■ **WORK INSTRUCTIONS**
Beginning with the first line of the data below, set down each line exactly through the line that contains "transform-origin:1px; border-radius:1px; background:#60d1ee".
☆ ☆ ☆ ☆
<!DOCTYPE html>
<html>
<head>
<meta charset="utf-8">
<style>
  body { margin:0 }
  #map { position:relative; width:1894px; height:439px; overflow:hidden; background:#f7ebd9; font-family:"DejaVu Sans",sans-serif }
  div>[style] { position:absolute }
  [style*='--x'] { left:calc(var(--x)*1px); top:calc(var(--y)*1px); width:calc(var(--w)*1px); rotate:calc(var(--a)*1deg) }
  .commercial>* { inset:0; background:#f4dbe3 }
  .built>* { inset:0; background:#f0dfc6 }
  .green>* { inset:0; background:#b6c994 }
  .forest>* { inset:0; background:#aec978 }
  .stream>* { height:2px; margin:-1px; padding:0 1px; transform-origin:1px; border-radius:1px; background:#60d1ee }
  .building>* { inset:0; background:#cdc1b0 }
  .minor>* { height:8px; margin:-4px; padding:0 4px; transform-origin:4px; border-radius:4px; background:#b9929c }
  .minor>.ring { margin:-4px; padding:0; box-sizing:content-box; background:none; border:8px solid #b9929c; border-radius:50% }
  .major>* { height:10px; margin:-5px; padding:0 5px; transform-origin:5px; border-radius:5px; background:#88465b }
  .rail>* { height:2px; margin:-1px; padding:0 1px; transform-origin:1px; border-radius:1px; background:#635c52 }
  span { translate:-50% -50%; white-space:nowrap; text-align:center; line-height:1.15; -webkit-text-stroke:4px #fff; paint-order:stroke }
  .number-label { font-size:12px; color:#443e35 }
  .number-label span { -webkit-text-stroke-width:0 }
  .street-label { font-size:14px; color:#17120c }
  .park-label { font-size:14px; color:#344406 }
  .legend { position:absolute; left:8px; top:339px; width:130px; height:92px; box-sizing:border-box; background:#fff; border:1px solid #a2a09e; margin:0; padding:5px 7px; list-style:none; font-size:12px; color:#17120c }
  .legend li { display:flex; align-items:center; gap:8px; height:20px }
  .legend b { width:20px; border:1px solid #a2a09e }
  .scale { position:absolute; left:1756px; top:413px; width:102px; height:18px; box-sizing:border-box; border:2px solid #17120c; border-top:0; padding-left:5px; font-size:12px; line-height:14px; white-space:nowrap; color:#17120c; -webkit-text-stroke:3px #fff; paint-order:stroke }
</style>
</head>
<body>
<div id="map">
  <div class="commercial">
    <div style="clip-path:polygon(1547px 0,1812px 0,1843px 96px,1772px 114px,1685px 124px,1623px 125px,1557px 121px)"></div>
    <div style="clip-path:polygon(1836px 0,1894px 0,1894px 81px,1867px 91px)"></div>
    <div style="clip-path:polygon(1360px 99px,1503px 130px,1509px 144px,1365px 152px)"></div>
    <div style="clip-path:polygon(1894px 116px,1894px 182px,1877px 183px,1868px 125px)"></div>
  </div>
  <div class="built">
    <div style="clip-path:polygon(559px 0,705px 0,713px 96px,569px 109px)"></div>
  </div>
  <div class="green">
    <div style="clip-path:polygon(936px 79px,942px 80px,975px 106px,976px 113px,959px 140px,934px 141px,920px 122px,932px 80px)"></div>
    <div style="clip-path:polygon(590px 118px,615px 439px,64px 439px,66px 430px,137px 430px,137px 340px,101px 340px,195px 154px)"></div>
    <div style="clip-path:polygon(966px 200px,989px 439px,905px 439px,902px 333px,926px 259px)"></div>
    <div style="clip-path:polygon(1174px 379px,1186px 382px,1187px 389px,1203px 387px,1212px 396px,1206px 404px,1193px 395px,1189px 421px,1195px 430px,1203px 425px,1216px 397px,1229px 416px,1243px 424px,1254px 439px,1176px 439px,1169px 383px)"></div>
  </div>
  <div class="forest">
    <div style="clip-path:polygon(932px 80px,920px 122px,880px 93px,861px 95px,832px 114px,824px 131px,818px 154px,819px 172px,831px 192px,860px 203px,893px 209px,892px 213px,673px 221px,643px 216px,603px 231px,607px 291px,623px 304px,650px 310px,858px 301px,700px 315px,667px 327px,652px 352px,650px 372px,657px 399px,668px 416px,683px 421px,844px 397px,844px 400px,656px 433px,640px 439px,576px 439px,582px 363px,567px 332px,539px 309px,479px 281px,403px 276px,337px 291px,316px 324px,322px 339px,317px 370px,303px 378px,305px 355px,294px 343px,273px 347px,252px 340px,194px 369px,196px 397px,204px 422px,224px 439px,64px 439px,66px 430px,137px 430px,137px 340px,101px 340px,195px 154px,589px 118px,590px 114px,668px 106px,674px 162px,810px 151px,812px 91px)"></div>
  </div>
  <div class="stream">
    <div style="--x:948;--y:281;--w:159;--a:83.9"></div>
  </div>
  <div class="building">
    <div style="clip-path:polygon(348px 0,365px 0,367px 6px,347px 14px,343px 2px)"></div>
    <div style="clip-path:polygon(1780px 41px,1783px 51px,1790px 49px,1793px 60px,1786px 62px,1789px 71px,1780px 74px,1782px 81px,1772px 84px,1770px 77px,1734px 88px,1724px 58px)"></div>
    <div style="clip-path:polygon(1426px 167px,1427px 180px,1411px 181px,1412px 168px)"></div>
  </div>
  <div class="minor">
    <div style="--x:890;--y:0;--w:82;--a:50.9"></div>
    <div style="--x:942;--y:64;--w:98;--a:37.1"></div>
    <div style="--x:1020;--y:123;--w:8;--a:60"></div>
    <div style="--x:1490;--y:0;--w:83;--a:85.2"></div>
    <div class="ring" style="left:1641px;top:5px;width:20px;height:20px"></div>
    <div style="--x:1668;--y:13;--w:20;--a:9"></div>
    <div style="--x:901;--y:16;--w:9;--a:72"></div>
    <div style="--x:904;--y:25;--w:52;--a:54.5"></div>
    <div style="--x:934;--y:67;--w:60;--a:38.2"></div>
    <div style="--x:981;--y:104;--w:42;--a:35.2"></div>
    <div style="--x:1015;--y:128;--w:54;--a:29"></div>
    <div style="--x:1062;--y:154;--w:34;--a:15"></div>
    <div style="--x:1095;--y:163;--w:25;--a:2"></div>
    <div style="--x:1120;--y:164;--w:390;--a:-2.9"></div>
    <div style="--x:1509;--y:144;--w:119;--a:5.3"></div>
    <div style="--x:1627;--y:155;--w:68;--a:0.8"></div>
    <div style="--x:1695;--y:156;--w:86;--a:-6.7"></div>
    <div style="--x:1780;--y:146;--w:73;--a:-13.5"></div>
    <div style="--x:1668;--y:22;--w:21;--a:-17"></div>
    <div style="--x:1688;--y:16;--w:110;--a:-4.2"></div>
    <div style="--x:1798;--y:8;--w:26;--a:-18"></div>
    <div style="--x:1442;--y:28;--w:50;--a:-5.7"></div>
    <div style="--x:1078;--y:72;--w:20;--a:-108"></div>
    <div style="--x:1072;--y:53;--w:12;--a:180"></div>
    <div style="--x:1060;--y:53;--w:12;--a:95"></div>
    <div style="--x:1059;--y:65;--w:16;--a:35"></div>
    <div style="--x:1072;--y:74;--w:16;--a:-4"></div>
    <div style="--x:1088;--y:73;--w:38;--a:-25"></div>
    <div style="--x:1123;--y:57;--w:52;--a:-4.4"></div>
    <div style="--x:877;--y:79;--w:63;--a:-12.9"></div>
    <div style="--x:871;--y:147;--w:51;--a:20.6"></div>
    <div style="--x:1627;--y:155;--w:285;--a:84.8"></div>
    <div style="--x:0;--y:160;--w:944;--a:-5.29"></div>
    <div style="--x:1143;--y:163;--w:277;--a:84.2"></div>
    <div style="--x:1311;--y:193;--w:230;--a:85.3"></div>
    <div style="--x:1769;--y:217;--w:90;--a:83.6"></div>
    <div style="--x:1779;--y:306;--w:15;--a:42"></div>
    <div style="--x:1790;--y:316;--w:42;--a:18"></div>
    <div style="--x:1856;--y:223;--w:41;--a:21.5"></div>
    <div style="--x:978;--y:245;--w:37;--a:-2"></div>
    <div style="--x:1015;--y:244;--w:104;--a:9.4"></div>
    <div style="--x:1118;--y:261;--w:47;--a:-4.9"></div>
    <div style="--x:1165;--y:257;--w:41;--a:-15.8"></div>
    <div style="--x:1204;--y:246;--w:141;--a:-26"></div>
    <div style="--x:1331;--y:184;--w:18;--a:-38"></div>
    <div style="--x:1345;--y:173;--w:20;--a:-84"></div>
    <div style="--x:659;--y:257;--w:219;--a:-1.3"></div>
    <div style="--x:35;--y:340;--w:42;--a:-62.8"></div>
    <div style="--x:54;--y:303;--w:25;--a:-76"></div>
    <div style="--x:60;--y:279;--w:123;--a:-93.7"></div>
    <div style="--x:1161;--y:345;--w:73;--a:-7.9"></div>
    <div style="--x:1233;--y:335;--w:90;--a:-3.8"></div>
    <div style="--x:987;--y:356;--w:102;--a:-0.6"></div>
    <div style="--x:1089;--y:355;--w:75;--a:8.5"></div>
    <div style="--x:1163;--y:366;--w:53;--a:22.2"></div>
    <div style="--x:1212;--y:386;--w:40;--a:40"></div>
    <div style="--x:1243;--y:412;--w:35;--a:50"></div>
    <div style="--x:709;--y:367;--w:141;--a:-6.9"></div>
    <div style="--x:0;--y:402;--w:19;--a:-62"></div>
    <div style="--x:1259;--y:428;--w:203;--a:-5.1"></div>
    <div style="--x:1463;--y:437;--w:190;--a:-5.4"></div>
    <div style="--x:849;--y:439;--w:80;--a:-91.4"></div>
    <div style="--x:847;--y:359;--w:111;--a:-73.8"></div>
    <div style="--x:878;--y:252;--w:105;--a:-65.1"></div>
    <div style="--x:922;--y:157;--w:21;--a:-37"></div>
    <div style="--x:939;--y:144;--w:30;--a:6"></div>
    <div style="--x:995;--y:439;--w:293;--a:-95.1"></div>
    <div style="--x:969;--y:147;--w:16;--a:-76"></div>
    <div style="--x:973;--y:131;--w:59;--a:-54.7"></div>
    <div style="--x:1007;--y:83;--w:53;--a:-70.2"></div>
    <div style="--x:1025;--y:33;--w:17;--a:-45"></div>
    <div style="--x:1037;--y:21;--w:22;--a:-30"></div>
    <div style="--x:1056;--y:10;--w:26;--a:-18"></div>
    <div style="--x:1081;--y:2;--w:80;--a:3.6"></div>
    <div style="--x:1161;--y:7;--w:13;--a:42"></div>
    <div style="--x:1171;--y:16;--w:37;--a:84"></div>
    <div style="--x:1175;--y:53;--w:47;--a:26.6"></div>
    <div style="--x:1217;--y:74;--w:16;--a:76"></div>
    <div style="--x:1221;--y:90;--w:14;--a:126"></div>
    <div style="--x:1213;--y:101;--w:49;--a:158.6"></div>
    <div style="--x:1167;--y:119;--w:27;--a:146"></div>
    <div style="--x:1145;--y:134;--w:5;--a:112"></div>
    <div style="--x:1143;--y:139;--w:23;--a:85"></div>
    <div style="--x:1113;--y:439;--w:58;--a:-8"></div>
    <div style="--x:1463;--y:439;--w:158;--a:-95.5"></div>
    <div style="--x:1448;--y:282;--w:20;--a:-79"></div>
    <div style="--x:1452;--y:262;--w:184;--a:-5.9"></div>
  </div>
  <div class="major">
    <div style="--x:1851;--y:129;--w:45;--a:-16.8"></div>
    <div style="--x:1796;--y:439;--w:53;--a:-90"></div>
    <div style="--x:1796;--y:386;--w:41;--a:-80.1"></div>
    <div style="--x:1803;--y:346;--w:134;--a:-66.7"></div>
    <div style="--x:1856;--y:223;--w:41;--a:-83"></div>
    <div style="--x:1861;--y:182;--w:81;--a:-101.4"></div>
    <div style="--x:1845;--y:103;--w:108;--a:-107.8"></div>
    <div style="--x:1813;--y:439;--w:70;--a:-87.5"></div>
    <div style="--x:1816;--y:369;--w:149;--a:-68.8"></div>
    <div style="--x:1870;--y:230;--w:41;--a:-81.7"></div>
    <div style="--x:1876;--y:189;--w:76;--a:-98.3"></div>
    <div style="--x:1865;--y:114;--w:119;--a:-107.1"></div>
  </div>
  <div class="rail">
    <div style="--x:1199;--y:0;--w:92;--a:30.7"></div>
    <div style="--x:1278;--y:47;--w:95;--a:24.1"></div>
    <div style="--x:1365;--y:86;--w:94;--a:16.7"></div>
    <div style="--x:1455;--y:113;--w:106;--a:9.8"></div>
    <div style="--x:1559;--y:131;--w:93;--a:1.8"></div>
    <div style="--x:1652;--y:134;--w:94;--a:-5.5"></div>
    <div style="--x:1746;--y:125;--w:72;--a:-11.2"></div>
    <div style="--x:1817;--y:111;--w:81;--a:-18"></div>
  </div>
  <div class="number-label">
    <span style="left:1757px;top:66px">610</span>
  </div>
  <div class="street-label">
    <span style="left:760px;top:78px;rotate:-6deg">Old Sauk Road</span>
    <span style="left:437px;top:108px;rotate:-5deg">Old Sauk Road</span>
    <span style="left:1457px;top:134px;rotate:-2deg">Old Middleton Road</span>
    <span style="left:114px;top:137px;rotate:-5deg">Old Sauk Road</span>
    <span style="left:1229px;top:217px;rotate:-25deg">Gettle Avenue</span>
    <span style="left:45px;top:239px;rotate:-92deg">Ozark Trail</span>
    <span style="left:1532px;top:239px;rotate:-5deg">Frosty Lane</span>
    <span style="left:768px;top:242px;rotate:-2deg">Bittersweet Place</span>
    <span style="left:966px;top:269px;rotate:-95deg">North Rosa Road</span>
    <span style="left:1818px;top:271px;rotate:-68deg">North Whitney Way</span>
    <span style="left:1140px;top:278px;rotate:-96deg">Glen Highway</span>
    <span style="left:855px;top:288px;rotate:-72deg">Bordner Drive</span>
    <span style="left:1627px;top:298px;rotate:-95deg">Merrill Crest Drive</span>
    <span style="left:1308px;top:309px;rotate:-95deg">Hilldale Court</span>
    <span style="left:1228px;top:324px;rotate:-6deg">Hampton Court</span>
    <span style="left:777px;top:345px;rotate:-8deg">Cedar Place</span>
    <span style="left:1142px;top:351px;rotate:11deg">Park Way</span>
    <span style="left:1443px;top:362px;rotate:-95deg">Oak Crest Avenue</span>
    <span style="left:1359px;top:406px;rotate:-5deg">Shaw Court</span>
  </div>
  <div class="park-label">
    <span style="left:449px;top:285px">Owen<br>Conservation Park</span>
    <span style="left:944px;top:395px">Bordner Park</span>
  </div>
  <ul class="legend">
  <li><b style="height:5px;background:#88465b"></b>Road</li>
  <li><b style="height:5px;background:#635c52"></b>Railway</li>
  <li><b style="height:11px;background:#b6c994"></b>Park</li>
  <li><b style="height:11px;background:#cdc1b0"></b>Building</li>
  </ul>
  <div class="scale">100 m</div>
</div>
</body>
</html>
☆ ☆ ☆ ☆
■ **SOLUTION TO THIS EXERCISE**
<!DOCTYPE html>
<html>
<head>
<meta charset="utf-8">
<style>
  body { margin:0 }
  #map { position:relative; width:1894px; height:439px; overflow:hidden; background:#f7ebd9; font-family:"DejaVu Sans",sans-serif }
  div>[style] { position:absolute }
  [style*='--x'] { left:calc(var(--x)*1px); top:calc(var(--y)*1px); width:calc(var(--w)*1px); rotate:calc(var(--a)*1deg) }
  .commercial>* { inset:0; background:#f4dbe3 }
  .built>* { inset:0; background:#f0dfc6 }
  .green>* { inset:0; background:#b6c994 }
  .forest>* { inset:0; background:#aec978 }
  .stream>* { height:2px; margin:-1px; padding:0 1px; transform-origin:1px; border-radius:1px; background:#60d1ee }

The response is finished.